И еще помню – отпевание. Петя был верующим мальчиком, уже давно ходил в храм сам, без меня, подчиняясь своим внутренним побуждениям, вот и за неделю до того злополучного дня поисповедовался и причастился. Потом ребята мне рассказывали, что единственная Петина драка произошла, когда он полез с кулаками на компанию каких-то молодых идиотов, которые стали говорить что-то дерзкое и глупое против Бога. Кто-то смолчал, кто-то стал спорить, а Петя полез драться. Синят тот я помнила, о причине его он мне так и не рассказал, и я, упершись в его твердое нет, решила, что, наверное, начались какие-нибудь тайны, связанные с девочками… То ли потому, что Петю любили, то ли потому что знали, что он мальчик верующий, на отпевание пришли очень много его друзей, я даже не подозревала, что у него их так много. Конечно, от того, что столько людей пришло разделить с тобой твою боль, становится легче. Но все равно – это очень тяжело, даже просто физически, стоять у гроба своего ребенка, и только то, что в твоей руке рука младшего сына, а за спиной родители, заставляет тебя держаться. И вот тут, в храме, в какой-то момент, когда я даже не столько молилась, сколько пыталась молиться, я вдруг с отчетливой ясностью поняла, что моя любовь к Пете, так же как и его ко мне, никуда не делась.
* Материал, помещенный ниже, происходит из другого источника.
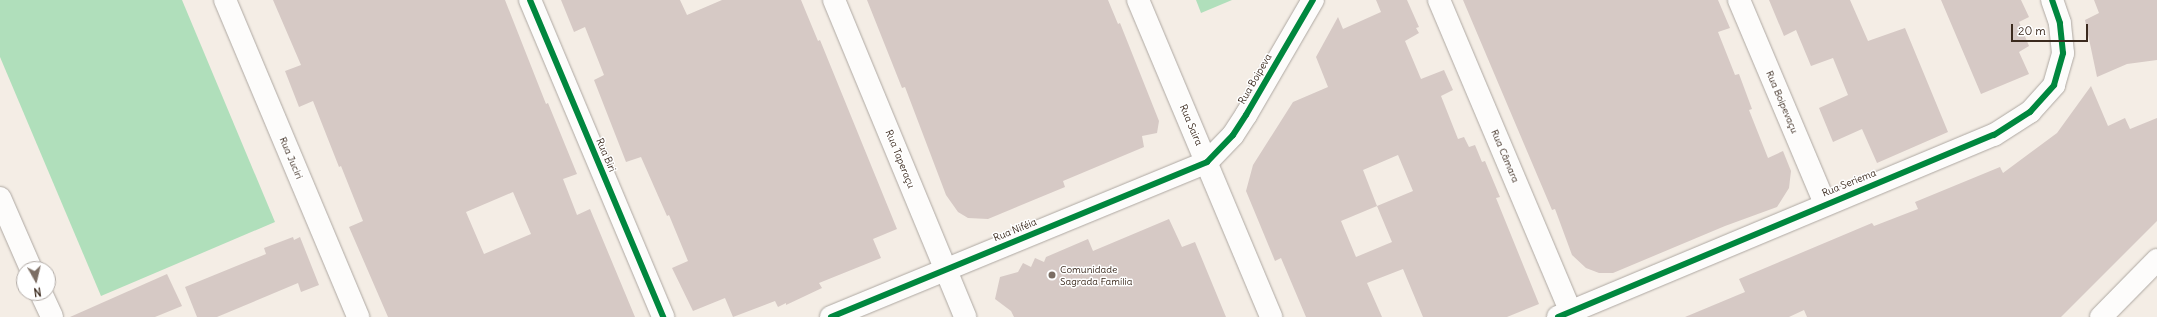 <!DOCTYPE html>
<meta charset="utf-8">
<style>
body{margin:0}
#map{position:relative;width:2157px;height:317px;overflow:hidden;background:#f4ede5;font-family:Delius,sans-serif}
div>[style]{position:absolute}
.green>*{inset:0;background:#b0dfbb}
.building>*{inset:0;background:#d6c9c5}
.roads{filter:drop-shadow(0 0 1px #aea8a2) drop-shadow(0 0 1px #aea8a2)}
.street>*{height:22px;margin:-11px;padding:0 11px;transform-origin:11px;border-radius:11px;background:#fdfcfb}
.cycleway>*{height:6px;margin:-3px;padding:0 3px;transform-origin:3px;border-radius:3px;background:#00873e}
.dots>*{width:11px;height:11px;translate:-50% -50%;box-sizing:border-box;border:2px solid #fff;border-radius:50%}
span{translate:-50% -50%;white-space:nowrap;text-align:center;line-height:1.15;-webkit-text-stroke:3px #fff;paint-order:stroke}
.street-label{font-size:10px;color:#3b2a1e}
.poi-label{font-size:10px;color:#3b2a1e}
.left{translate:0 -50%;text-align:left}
.north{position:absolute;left:16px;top:261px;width:40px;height:40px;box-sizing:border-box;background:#fff;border:1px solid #b1aaa5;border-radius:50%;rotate:172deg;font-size:11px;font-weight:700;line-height:16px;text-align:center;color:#3b2a1e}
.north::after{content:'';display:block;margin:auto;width:14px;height:18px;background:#7c6e64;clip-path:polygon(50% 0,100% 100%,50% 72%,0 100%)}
.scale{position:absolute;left:2011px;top:24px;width:77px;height:18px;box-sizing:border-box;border:2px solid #3b2a1e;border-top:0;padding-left:5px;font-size:12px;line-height:14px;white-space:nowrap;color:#3b2a1e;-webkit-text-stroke:3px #fff;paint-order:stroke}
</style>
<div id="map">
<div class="green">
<i style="clip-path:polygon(0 0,182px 0,275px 222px,101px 296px,0 57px)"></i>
<i style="clip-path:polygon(1196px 0,1232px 0,1201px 13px)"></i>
</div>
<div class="building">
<i style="clip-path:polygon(evenodd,273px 0,505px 0,546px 104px,548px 103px,577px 174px,563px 179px,577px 215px,590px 209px,635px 317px,388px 317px,349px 227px,363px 221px,341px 166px,339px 167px,313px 101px,299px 107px,285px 71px,301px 65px,273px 0,513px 192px,531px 234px,484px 254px,466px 212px,513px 192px)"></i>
<i style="clip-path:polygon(561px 0,680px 0,687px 15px,722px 0,801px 0,818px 41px,820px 40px,897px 229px,873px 239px,881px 258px,819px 283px,822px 288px,786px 305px,786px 303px,778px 307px,775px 301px,733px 317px,725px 298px,693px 311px,672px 268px,688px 261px,669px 215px,667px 216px,641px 157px,626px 162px,594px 80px,604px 75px,585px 27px,574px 32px)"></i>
<i style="clip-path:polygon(867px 0,1108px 0,1118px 24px,1120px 23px,1159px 121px,1157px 133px,1142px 136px,1144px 147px,1063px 181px,1065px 187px,988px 219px,968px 218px,958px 212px,946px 195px,905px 87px,902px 88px)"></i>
<i style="clip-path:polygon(evenodd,1376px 0,1407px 0,1419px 27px,1416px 28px,1419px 33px,1405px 41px,1421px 79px,1444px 70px,1453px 90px,1441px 96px,1458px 139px,1464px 137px,1469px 147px,1475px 145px,1482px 162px,1485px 161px,1500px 197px,1496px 198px,1539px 304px,1507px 317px,1423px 317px,1403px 269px,1367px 283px,1382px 317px,1306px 317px,1281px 258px,1275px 261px,1246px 191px,1253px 165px,1293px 102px,1328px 87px,1316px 57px,1338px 17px,1343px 29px,1381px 12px,1376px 0,1398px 155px,1413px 191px,1377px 206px,1363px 170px,1398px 155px,1376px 0,1377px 206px,1392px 242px,1356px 257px,1341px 221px,1377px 206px)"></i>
<i style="clip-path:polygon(1463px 0,1718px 0,1730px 28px,1718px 32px,1735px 75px,1739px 74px,1752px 109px,1749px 110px,1768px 158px,1783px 151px,1791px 171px,1789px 188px,1777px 207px,1725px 226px,1613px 273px,1599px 273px,1586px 268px,1572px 255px,1555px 209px,1552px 210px)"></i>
<i style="clip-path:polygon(1769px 0,1850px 0,1868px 41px,1905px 28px,1948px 132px,1877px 163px,1862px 129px,1833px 142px,1819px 108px,1848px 95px,1833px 58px,1811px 66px,1796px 30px,1784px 36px)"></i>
<i style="clip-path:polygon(1941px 0,2021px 0,2029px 17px,2019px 22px,2029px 46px,2019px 52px,2029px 74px,1981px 94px)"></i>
<i style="clip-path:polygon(2094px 0,2157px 0,2157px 60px,2127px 64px,2097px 77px,2085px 20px,2099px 13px)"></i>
<i style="clip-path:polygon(2091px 86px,2108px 126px,2125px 118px,2130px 129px,2157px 118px,2157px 221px,2061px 317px,1807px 317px,1804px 310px,1789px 317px,1685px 317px,1745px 292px,1739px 279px,1872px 223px,1874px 226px,1918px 209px,1915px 202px,2000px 167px,2003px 173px,2057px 133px)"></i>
<i style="clip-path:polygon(1169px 219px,1182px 247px,1195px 242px,1226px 317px,1014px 317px,1011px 311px,995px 299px,1000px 277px,1018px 272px,1023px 263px,1031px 267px,1035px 258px,1044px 262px,1046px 257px,1088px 239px,1093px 251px)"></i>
<i style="clip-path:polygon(293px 237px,294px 240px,300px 237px,319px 285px,301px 292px,298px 283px,217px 317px,197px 317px,185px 287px,266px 254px,264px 248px)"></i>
<i style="clip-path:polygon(167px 274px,182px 306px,155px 317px,70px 317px)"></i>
</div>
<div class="roads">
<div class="street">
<i style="left:225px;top:0;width:344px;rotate:67.2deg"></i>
<i style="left:530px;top:0;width:344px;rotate:67.2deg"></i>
<i style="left:834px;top:0;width:343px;rotate:67.5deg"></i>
<i style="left:1138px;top:0;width:344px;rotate:67.2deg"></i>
<i style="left:1439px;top:0;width:339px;rotate:67.1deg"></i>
<i style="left:1739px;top:0;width:221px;rotate:67.1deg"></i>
<i style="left:0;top:198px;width:77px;rotate:66.4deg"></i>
<i style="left:41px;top:293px;width:26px;rotate:65deg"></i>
<i style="left:831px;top:317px;width:407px;rotate:-22.4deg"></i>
<i style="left:1207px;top:162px;width:37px;rotate:-46deg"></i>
<i style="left:1233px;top:135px;width:24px;rotate:-57deg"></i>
<i style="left:1246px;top:115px;width:133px;rotate:-59.8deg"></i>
<i style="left:1558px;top:317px;width:472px;rotate:-22.7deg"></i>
<i style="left:1994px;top:135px;width:43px;rotate:-32.6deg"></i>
<i style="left:2030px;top:112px;width:36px;rotate:-48deg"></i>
<i style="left:2054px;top:85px;width:33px;rotate:-74deg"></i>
<i style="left:2063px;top:53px;width:30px;rotate:-96deg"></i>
<i style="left:2060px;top:23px;width:24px;rotate:-109deg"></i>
<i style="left:2101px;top:317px;width:80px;rotate:-45.5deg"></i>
</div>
</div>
<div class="cycleway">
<i style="left:530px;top:0;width:344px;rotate:67.2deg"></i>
<i style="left:831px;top:317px;width:407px;rotate:-22.4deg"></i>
<i style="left:1207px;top:162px;width:37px;rotate:-46deg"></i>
<i style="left:1233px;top:135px;width:24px;rotate:-57deg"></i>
<i style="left:1246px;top:115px;width:133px;rotate:-59.8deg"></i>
<i style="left:1558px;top:317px;width:472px;rotate:-22.7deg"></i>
<i style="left:1994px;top:135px;width:43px;rotate:-32.6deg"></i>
<i style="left:2030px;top:112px;width:36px;rotate:-48deg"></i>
<i style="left:2054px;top:85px;width:33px;rotate:-74deg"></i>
<i style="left:2063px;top:53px;width:30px;rotate:-96deg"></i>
<i style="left:2060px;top:23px;width:24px;rotate:-109deg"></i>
</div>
<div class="dots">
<i style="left:1052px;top:275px;background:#7c6e64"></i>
</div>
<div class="street-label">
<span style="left:1255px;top:79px;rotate:-60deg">Rua Boipeva</span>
<span style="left:1782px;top:102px;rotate:67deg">Rua Boipevaçu</span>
<span style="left:1191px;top:125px;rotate:67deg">Rua Saira</span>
<span style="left:606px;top:155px;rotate:67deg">Rua Biri</span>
<span style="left:1505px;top:156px;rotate:67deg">Rua Câmara</span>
<span style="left:291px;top:158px;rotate:67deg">Rua Juciri</span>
<span style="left:900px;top:159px;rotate:68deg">Rua Taperaçu</span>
<span style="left:1849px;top:183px;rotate:-22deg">Rua Seriema</span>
<span style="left:1015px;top:230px;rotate:-22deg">Rua Niféia</span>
</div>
<div class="poi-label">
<span class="left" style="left:1060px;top:275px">Comunidade<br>Sagrada Família</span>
</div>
<div class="north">N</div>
<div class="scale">20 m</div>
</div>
Что я ее чувствую, причем с той первозданной силой, какую нам редко дано испытать в обычной жизни. И стало вдруг очевидно, что для этой любви нет границ, существующих между нашим и тем миром. Мне кажется, что именно с этого момента, в храме, ко мне и начала возвращаться жизнь.
Многие, кто прошел через подобные потери, успокаиваются, когда видят во сне близких, верующие знают историю про вдову Клеопатру, обращавшуюся к мученику Уару, когда у нее умер единственный сын. Я никаких снов не видела и не ждала. Я не дерзаю задавать вопросы: «Почему и зачем уходят лучшие, дети?». Я вообще думаю, что неправильно пытаться заглядывать за эту черту – есть удивительная глубина в жестокой правде емкой русской поговорки: «Бог дал – Бог взял». Честно говоря, смущаюсь, когда слышу рассуждения о том, кому уготовано Царствие Небесное, а кому нет: если речь не идет о святых, то не дано нам этого знать.
Но что я знаю точно, так это то, что когда я молюсь за своего Петю, я могу прикоснуться к той огромной любви, которая не имеет границ, я чувствую ее. И вот эта очевидность происходящего для меня легко перечеркивает и свидетельства о смерти, и монументальность кладбищенских оград.